Изменить стиль страницы

«А наша любовь? — повторяла она. — Неужели ради нее ты не можешь…»

«На свете есть не только наша любовь», — отвечал он.

А она снова за свое: «Нет ничего другого. Только ты и я, и мы любим друг друга».

«Есть, — упрямо повторял Веня. — Ради этого мы живем».

Она снова его не понимала и спрашивала, глотая слезы: «А мне-то как быть? На что надеяться?»

Он молчал, гладил ее волосы, целовал глаза, и она поняла, что жизни с Веней не будет.

Исстрадавшийся Карпов сделал ей предложение. Не такой уж он старый был, всего семь лет у них разница, самостоятельный, непьющий, ее любит. Девчонки давно уже уговаривали оставить бесперспективного Веню и обратить внимание на Карпова.

Оля думала-подумала, а потом все же решилась. Распрощалась со своим Веней, поплакала, погоревала и зажила семейной жизнью.

Карпов неплохим мужем оказался. Отгуляв свое, был ей верен, прежним не попрекал и зарабатывал неплохо. Скоро у них родился сын. Ольге очень хотелось назвать его Вениамином, но, подумав, что Карпову это будет неприятно, назвала его Гошей, Георгием то есть.

О Вене она вспоминала иногда — тепло, чисто и без грусти. Для грусти уже места не оставалось, потому что семейная жизнь — это не только райские кущи, это еще и работа.

А девчонки в цехе — уговаривать-то они уговаривали, а как сложилось у них все с Карповым, сладилось, стали на нее злиться, слухи разные распускать.

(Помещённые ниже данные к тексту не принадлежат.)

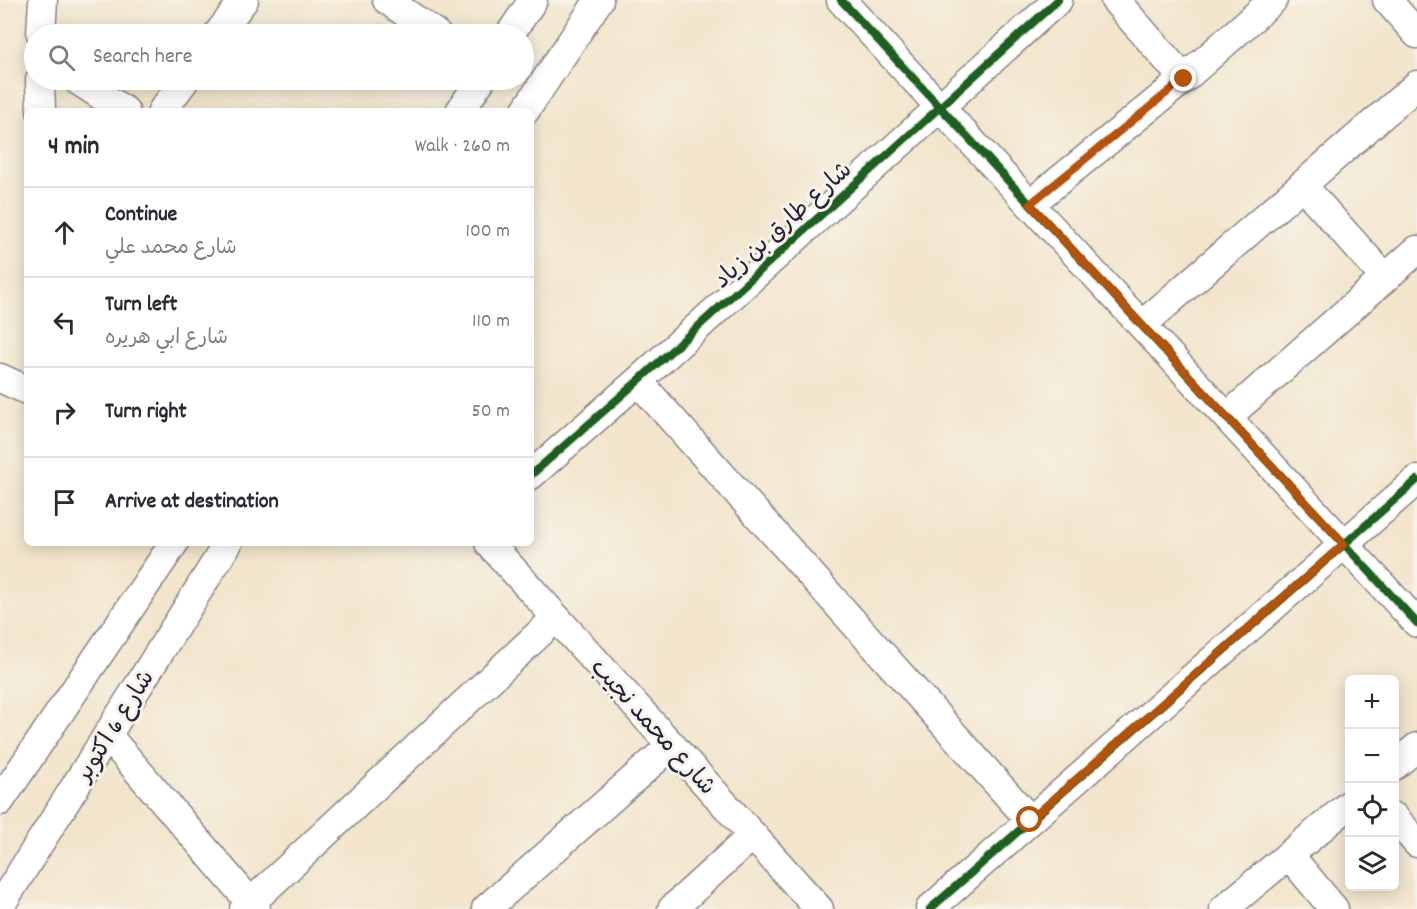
<!DOCTYPE html>
<meta charset="utf-8">
<style>
:root{--surface:#fff;--page:#f7f7f7;--text:#2b2b33;--muted:#7c7c81;--line:#e1e1e2}
body{margin:0;font-family:Dekko,"Playpen Sans Arabic",sans-serif;background:var(--page);color:var(--text)}
.controls{position:absolute;right:18px;bottom:18px;display:grid;overflow:hidden;border-radius:9px;box-shadow:0 3px 15px #0003}
.controls button{width:54px;height:54px;display:grid;place-items:center;padding:0;border:0;border-bottom:2px solid var(--line);background:var(--surface);color:var(--text);font:30px sans-serif}
.stop{position:absolute;width:18px;height:18px;margin:-14px;border:4px solid #b45309;border-radius:50%;background:#fff}
.stop.end{background:#b45309;border-color:#fff;box-shadow:0 2px 6px #0008}
.list{margin:0;padding:0;list-style:none}
h2{display:flex;justify-content:space-between;align-items:center;height:78px;margin:0;padding:0 24px;font-size:26px}
h2 small{font-size:20px;font-weight:400;color:var(--muted)}
.list li{display:grid;grid-template-columns:39px 1fr auto;gap:18px;align-items:center;box-sizing:border-box;height:90px;padding:0 24px;border-top:2px solid var(--line)}
.list b{display:block;font-size:22px;white-space:nowrap}
.list p{margin:0;font-size:20px;white-space:nowrap;color:var(--muted)}
.list em{font-size:20px;font-style:normal;color:var(--muted)}
.icon{flex:none;width:33px;height:33px;fill:none;stroke:currentColor;stroke-width:2;stroke-linecap:round;stroke-linejoin:round}
.map{position:relative;flex:none;width:1417px;height:909px;overflow:hidden}
.search{position:absolute;background:var(--surface);box-shadow:0 3px 15px #0003;left:24px;top:24px;width:510px;height:66px;display:flex;align-items:center;gap:15px;box-sizing:border-box;padding:0 21px;border-radius:33px;color:var(--muted);font-size:22px}
.panel{position:absolute;background:var(--surface);box-shadow:0 3px 15px #0003;left:24px;top:108px;width:510px;height:438px;border-radius:9px}
.map>svg:first-child{display:block}
.lines{fill:none;stroke-linecap:round;stroke-linejoin:round}
.minor-casing{stroke:#8a8484;stroke-width:31}
.minor{stroke:#fff;stroke-width:28}
.cycleway-casing{stroke:#f7f3e8;stroke-width:11}
.cycleway{stroke:#1b5e20;stroke-width:8}
.route{stroke:#b45309;stroke-width:8}
.labels{text-anchor:middle;stroke-width:6;stroke-linejoin:round;paint-order:stroke}
.street-label{font-size:24px;fill:#22223b;stroke:#f7f3e8}
</style>
<div class="map">
<svg width="1417" height="909" viewBox="0 0 1417 909">
<rect width="100%" height="100%" fill="#f7f3e8"/>
<filter id="ink" filterUnits="userSpaceOnUse"><feTurbulence type="fractalNoise" baseFrequency=".0167" numOctaves="2"/><feDisplacementMap in="SourceGraphic" scale="12" xChannelSelector="R" yChannelSelector="G"/><feConvolveMatrix kernelMatrix="1 2 1 2 8 2 1 2 1" color-interpolation-filters="sRGB"/></filter>
<filter id="wash" filterUnits="userSpaceOnUse"><feTurbulence type="fractalNoise" baseFrequency=".008" numOctaves="4" result="noise"/><feDisplacementMap in="SourceGraphic" scale="24" xChannelSelector="R" yChannelSelector="G"/><feGaussianBlur stdDeviation="1.35" result="paint"/><feColorMatrix in="noise" values="0 0 0 0 0 0 0 0 0 0 0 0 0 0 0 0 0 1.4 0 .05"/><feComposite in="paint" operator="in"/></filter>
<g filter="url(#wash)">
<rect width="100%" height="100%" fill="#f2e5cc"/>
</g>
<g filter="url(#ink)">
<g class="lines">
<defs>
<path id="minor" d="M387,0L436,34
M841,0L1417,623
M1115,0L1184,79
M1387,0L1417,34
M41,34L43,0
M218,34L244,0
M510,34L533,0
M40,80L41,111
M77,80L125,111
M162,111L185,80
M460,111L481,80
M525,111L599,0
M1302,185L1385,278
M1030,204L1184,79L1273,0
M1142,325L1417,85
M0,378L27,390
M638,381L1030,820
M1227,417L1417,250
M531,475L638,381L1058,0
M489,543L819,909
M108,736L256,909
M1394,766L1417,747
M0,801L174,543
M1394,817L1417,843
M1289,855L1334,909
M0,906L228,543
M244,909L556,618
M486,909L672,745
M672,909L753,835
M930,909L1417,480
M1224,909L1350,804"/>
</defs>
<use href="#minor" class="minor-casing"/>
<use href="#minor" class="minor"/>
<defs>
<path id="cycleway" d="M841,0L1417,623
M531,475L638,381L1058,0
M930,909L1417,480"/>
</defs>
<use href="#cycleway" class="cycleway-casing"/>
<use href="#cycleway" class="cycleway"/>
</g>
</g>
<g class="lines" filter="url(#ink)">
<path class="route" d="M1030,820L1344,544L1030,204L1184,79"/>
</g>
<g class="labels">
<g class="street-label">
<text transform="translate(782 224) rotate(-42)" y="8">شارع طارق بن زياد</text>
<text transform="translate(114 725) rotate(-58)" y="8">شارع 6 اكتوبر</text>
<text transform="translate(654 726) rotate(48)" y="8">شارع محمد نجيب</text>
</g>
</g>
</svg>
<div class="controls">
<button>+</button>
<button>−</button>
<button><svg class="icon" aria-label="locate" viewBox="0 0 24 24"><circle cx="12" cy="12" r="6"/><path d="M12 2v4M12 18v4M2 12h4M18 12h4"/></svg></button>
<button><svg class="icon" aria-label="layers" viewBox="0 0 24 24"><path d="M12 4l9 5-9 5-9-5zM3 14l9 5 9-5"/></svg></button>
</div>
<div class="stop" style="left:1030px;top:820px"></div>
<div class="stop end" style="left:1184px;top:79px"></div>
<div class="search"><svg class="icon" aria-label="search" viewBox="0 0 24 24"><circle cx="10" cy="10" r="6"/><path d="M15 15l6 6"/></svg>Search here</div>
<section class="panel">
<h2>4 min<small>Walk · 260 m</small></h2>
<ul class="list">
<li><svg class="icon" aria-label="ahead" viewBox="0 0 24 24"><path d="M12 20V5M6 11l6-6 6 6"/></svg><div><b>Continue</b><p>شارع محمد علي</p></div><em>100 m</em></li>
<li><svg class="icon" aria-label="left" viewBox="0 0 24 24"><path d="M17 20v-9H6M10 6l-5 5 5 5"/></svg><div><b>Turn left</b><p>شارع ابي هريره</p></div><em>110 m</em></li>
<li><svg class="icon" aria-label="right" viewBox="0 0 24 24"><path d="M7 20v-9h11M14 6l5 5-5 5"/></svg><div><b>Turn right</b></div><em>50 m</em></li>
<li><svg class="icon" aria-label="arrive" viewBox="0 0 24 24"><path d="M6 21V4h12l-3 4 3 4H6"/></svg><div><b>Arrive at destination</b></div></li>
</ul>
</section>
</div>
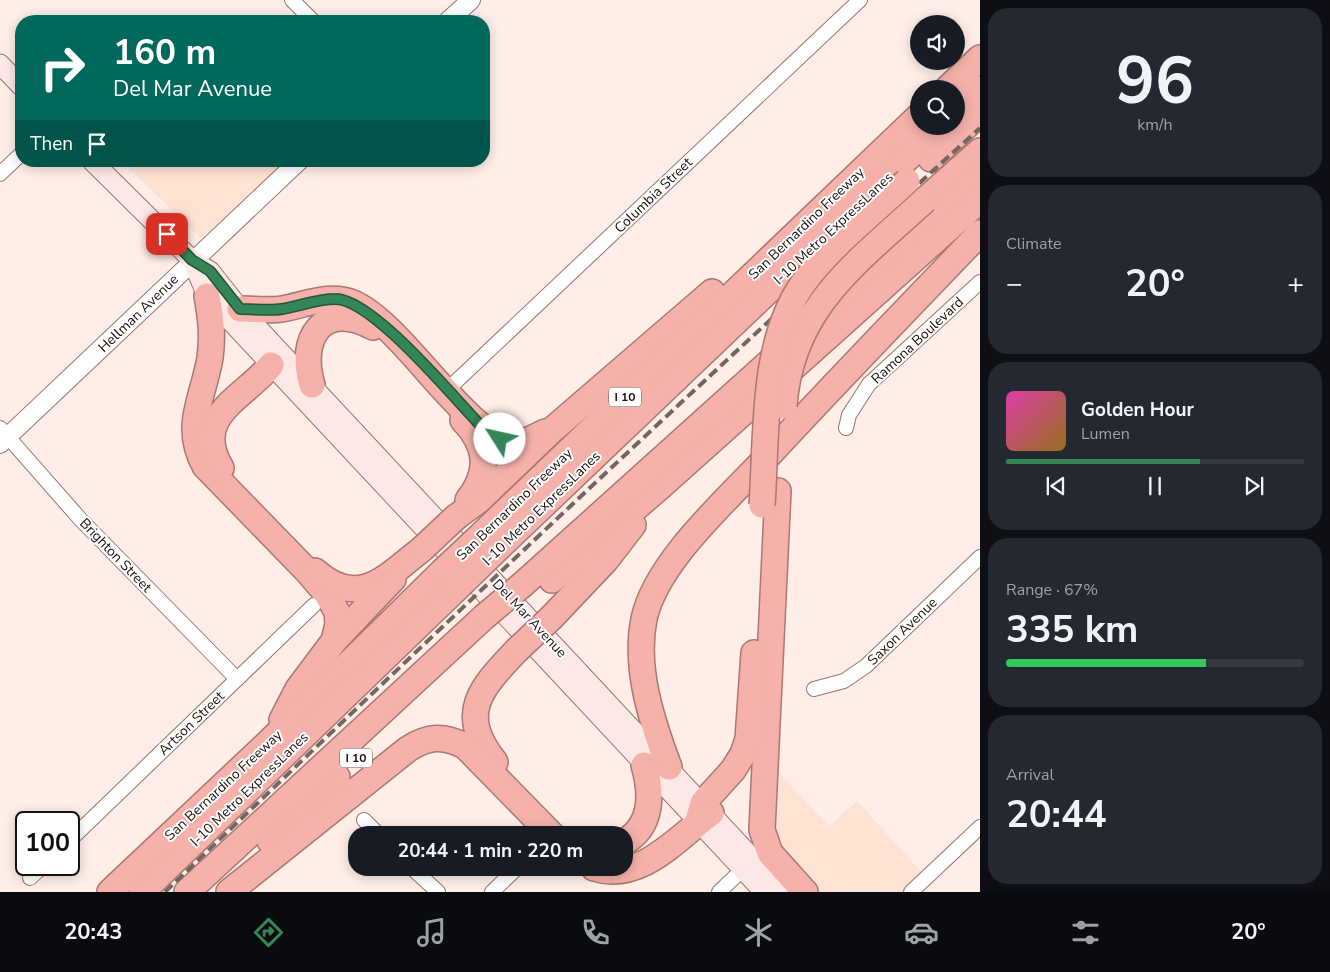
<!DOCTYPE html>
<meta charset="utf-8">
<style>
:root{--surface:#171b24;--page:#242831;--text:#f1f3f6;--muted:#9ea1a6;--line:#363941;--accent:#348658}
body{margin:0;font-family:"Nunito Sans",sans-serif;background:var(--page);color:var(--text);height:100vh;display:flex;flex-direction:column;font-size:19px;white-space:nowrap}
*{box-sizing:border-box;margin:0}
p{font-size:16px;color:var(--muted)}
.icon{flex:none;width:28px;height:28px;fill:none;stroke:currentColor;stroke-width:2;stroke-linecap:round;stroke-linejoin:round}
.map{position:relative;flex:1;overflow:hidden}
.side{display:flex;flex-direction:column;gap:8px;padding:8px;background:#0d0f14;width:350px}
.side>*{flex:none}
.hud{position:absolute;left:15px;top:15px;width:475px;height:152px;border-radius:20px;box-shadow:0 2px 12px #0003;background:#00695c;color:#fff;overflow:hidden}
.controls{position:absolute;left:910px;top:15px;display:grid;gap:10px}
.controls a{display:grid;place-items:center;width:55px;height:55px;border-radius:50%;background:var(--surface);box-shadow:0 2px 12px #0003;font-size:25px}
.speed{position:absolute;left:15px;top:811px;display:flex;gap:10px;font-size:25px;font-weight:700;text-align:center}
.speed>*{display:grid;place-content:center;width:65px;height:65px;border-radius:50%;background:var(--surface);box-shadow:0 2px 12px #0003;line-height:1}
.speed .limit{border:2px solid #111;border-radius:8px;background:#fff;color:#111}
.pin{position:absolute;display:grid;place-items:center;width:42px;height:42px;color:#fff;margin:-21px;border-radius:10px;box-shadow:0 2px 8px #0006}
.me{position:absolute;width:55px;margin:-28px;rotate:305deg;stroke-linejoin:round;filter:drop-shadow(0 0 4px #0008)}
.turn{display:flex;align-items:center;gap:18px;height:105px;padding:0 15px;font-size:22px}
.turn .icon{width:65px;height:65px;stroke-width:2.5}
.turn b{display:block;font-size:35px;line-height:42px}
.then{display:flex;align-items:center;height:48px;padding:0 15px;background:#0003;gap:10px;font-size:19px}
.big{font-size:38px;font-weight:700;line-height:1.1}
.side .tile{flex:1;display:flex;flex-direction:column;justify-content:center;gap:8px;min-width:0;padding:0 18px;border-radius:20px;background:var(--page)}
.side .dial{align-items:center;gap:0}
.dial b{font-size:65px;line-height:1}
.song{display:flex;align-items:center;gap:15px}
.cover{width:60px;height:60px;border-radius:8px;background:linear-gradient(135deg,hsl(320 70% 55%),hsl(40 70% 35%))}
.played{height:5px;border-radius:2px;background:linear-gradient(90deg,var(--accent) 65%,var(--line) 65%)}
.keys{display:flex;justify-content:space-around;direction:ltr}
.heat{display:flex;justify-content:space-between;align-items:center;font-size:28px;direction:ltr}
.charge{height:8px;border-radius:4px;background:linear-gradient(90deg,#34c759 67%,var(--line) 0)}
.trip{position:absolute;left:348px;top:826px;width:285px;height:50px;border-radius:20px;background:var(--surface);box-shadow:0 2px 12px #0003;font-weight:700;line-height:50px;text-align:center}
.tabs{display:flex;height:80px;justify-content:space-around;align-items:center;background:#090b0e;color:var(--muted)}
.tabs .icon{width:35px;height:35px}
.tabs .on{color:var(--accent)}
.tabs b{font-size:22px;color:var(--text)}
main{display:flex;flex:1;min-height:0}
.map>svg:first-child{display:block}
</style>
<main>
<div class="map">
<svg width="980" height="892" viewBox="0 0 980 892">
<rect width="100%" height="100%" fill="#feeee7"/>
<!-- built -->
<g fill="#fee2d4">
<path d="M139,161H269L282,174L200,238L132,171H128Z"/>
<path d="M775,769L829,826L857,801L924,875L904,892H811L772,833Z"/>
</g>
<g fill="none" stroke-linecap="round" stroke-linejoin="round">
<!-- minor casing -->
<g stroke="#977564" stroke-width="16">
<g id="minor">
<path d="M292,0L313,21"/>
<path d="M0,174L21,154"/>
<path d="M446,391L860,0"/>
<path d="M0,428L81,520L237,679"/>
<path d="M846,428L849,415L869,384L980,282"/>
<path d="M814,689L844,681L866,666L980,557"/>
<path d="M364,820L379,835"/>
<path d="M69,841L314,605"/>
<path d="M412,868L438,892"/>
<path d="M30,878L44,865"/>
<path d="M492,892L517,868"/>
<path d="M719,892L743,869"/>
<path d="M911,892L980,827"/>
</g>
</g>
<!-- tertiary casing -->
<g stroke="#977564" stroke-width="20">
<g id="tertiary">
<path d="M448,21L471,0"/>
<path d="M0,444L299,161"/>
</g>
</g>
<!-- secondary casing -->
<g stroke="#977564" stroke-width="21">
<g id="secondary">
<path d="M0,64L21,86"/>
<path d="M92,161L192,260L210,271L240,309L784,892"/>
<path d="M192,260L207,296L764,892"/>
</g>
</g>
<!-- motorway casing -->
<g stroke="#a97872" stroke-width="28">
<g id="motorway">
<path d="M947,89L980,58"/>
<path d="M956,112L980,89"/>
<path d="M931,159L980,113"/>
<path d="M925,200L980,151"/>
<path d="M207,296C211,318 213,336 210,358C203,399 183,426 205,466L308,572L327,594L337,612L338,624L334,641"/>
<path d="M240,309C254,309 269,311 282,309C305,305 330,293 353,303C405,326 467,440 516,442C525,443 537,436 545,432"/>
<path d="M814,323L980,176"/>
<path d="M312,385C298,338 323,300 373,327"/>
<path d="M463,420C488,446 490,472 468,500"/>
<path d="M221,468C190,416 244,398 271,365"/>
<path d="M778,491L762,830L770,853L805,892"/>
<path d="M456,517L478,501L552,430L712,292"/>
<path d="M477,539L919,116"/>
<path d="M492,554L941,126"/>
<path d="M315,571C359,610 386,577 422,549"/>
<path d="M552,580L661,486L980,200"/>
<path d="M522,585L784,349"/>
<path d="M552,617L606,560L633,525"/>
<path d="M282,720L298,689L334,641L393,579"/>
<path d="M495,762C456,713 481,688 517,650"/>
<path d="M669,767C652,722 634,668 644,619C656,562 727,500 766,458C836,382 908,308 980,233"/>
<path d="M698,821L703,803L733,770L743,754L748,739L754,653"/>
<path d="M270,841L337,777"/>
<path d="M624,842C653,826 652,793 644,765"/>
<path d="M594,868C641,883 678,837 711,813"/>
<path d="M110,892L269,742L443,571"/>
<path d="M142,892L457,588"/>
<path d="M187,892L484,617"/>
<path d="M229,892L408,749C428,736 443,735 465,746L552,835"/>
</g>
</g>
<!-- minor -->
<use href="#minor" stroke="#fff" stroke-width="14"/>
<!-- tertiary -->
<use href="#tertiary" stroke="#fff" stroke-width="18"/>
<!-- secondary -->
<use href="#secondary" stroke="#fce8e6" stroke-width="19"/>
<!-- motorway -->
<use href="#motorway" stroke="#f5b1aa" stroke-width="25"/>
<!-- rail -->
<path stroke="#73655f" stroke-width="4" stroke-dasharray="10 5" stroke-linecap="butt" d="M165,892C433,634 704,378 980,128"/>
<!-- motorway-bridge casing -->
<g stroke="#a97872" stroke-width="28" stroke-linecap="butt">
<g id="motorway-bridge">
<path d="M784,406C791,307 858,262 925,200"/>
<path d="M762,505C767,435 761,345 802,285C828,248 874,212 907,181"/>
<path d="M422,549L456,517"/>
<path d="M443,571L477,539"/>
<path d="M457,588L492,554"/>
<path d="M484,617L522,585"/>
<path d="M517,650L552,617"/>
</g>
</g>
<!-- motorway-bridge -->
<use href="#motorway-bridge" stroke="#f5b1aa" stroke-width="25"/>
</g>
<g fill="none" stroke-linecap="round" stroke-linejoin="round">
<!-- route casing -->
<g stroke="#225739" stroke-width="12">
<path id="route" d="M167,234L192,260L210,271L240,309C254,309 269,311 282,309C300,306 317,299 335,299C372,298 454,398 482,427L500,439"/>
</g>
<!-- route -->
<use href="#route" stroke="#348658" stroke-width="9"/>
</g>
<g text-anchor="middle" stroke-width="4" stroke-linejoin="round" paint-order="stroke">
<!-- shield labels -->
<g fill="#fff" stroke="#605753" stroke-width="1">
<rect x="609" y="387.5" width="32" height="19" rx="4"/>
<rect x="340" y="748.5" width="32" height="19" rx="4"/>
</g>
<g font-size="12" font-weight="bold" fill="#1c0f09">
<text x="625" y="401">I 10</text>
<text x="356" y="762">I 10</text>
</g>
<!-- street labels -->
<g font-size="14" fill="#1c0f09" stroke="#fff">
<text transform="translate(653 195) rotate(-44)" y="5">Columbia Street</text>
<text transform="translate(806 223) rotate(-44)" y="5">San Bernardino Freeway</text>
<text transform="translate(833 228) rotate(-43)" y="5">I-10 Metro ExpressLanes</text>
<text transform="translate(138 313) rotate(-44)" y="5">Hellman Avenue</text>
<text transform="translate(917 340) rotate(-43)" y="5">Ramona Boulevard</text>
<text transform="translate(514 504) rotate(-44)" y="5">San Bernardino Freeway</text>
<text transform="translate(541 508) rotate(-44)" y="5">I-10 Metro ExpressLanes</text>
<text transform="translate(116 555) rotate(46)" y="5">Brighton Street</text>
<text transform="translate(530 618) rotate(47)" y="5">Del Mar Avenue</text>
<text transform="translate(902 631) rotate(-44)" y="5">Saxon Avenue</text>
<text transform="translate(191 723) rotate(-44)" y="5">Artson Street</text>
<text transform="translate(223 785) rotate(-43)" y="5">San Bernardino Freeway</text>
<text transform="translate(249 789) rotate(-44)" y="5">I-10 Metro ExpressLanes</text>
</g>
</g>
</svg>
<div class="controls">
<a><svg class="icon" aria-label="sound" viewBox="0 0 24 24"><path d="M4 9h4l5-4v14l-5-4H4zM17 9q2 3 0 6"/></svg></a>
<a><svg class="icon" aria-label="search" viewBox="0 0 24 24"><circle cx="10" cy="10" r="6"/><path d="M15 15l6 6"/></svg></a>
</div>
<div class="speed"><div class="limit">100</div></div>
<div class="pin" style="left:167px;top:234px;background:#d93025"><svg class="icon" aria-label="arrive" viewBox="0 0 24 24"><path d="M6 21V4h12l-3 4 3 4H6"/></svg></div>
<svg class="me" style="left:500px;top:439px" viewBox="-20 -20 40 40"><circle r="19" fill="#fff"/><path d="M0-13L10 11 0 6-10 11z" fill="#348658"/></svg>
<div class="trip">20:44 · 1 min · 220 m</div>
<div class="hud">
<div class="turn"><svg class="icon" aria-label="right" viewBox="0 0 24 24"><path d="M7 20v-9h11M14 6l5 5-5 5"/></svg><div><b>160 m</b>Del Mar Avenue</div></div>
<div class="then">Then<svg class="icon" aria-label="arrive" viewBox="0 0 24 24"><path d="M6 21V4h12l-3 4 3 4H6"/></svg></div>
</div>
</div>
<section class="side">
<div class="tile dial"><b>96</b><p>km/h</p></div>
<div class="tile"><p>Climate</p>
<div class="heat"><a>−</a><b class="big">20°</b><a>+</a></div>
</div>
<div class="tile">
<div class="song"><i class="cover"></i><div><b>Golden Hour</b><p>Lumen</p></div></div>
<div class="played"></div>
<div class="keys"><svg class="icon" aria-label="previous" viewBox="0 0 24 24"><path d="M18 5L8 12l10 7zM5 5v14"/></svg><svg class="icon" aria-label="pause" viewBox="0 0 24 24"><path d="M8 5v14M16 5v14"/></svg><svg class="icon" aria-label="next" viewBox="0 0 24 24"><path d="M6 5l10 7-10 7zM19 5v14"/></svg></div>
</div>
<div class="tile"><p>Range · 67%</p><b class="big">335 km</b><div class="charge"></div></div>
<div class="tile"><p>Arrival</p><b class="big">20:44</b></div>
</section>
</main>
<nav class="tabs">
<b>20:43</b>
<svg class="icon on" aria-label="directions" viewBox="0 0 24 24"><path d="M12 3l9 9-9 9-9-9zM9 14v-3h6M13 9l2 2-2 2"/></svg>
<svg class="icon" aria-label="music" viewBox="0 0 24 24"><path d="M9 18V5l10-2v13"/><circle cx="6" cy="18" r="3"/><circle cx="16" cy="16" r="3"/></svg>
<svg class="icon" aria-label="phone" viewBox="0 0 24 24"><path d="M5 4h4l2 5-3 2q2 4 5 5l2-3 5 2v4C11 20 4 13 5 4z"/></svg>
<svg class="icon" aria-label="climate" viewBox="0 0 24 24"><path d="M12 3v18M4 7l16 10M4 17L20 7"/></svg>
<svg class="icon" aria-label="car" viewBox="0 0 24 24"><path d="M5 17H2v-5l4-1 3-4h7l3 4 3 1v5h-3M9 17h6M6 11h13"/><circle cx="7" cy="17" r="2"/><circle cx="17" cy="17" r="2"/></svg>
<svg class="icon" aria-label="filters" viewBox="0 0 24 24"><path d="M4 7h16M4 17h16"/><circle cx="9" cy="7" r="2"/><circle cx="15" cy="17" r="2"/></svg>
<b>20°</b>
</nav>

Ближайшая подруга Зинаида прозвище ей придумала: «бичевская невеста». Трудно стало работать и Карпова жалко: ему-то за что страдать? Узнала она про набор в милицию, проучилась три месяца и встала в воротах с одной лычкой на погоне. А что, работа легче, деньги те же, если не больше, а имени никто не треплет.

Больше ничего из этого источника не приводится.